I ended Part 5 by introducing the concept of an init wrapper, and explained why it was such a good fit for solving several devfs initialization problems. Without further ado, let's step through the full version of the init wrapper and take a look at what each piece does. We'll start at the top:

#!/bin/bash
# Copyright 2001 Daniel Robbins <drobbins@gentoo.org>, Gentoo Technologies, Inc.
# Distributed under the GNU General Public License, version 2.0 or later.

trap ":" INT QUIT TSTP	
export PATH=/sbin:/bin:/usr/sbin:/usr/bin
umask 022

if [ $$ -ne 1 ]
then
	exec /sbin/init.system $*
fi

As you can see, the init wrapper is a true bash script, since we have a #!/bin/bash at the top of the script. This would be a good time to mention that our init wrapper requires bash 2.0 or greater to run; type /bin/bash --version to see if your bash shell is recent enough. If not, you may want to see if you have a /bin/bash2 executable installed. If so, change the first line of the script to read #!/bin/bash2.

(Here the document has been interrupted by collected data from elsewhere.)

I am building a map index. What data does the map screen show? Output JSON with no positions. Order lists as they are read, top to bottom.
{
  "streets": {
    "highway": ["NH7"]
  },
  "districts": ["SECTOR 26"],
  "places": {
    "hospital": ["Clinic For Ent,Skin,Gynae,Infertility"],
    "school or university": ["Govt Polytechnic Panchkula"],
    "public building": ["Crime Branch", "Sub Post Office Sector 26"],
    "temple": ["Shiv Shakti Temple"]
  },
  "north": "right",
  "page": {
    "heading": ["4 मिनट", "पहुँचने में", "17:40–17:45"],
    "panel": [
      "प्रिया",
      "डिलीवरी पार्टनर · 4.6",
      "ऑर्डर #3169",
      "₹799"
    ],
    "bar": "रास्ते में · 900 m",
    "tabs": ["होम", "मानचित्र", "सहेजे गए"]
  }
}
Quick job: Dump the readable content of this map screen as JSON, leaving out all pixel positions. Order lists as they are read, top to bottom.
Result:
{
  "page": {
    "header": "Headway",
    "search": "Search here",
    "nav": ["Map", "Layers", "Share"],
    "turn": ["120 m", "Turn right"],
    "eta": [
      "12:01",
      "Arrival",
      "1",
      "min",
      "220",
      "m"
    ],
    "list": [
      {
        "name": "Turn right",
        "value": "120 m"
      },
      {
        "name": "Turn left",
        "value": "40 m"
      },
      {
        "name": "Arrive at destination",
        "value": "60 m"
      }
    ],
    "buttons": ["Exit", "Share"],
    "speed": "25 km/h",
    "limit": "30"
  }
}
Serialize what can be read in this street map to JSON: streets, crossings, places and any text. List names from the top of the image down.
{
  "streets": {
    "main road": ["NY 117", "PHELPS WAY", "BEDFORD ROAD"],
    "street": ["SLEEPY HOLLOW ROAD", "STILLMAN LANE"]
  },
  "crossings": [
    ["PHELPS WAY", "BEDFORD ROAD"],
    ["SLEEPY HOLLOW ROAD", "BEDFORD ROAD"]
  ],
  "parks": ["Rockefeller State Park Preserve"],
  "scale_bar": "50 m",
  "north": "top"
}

Now, let's walk throught the script. The trap command prevents the script from being interrupted by the user (by pressing control-C during boot, for example) while the script executes. Then, we export a reasonable default path and set a default umask of 022. It's always a good idea to set a default umask as early as possible in the boot process, since a good number of the earlier 2.4 kernel releases had a bug that resulted in a default umask of 0, which can pose a security threat.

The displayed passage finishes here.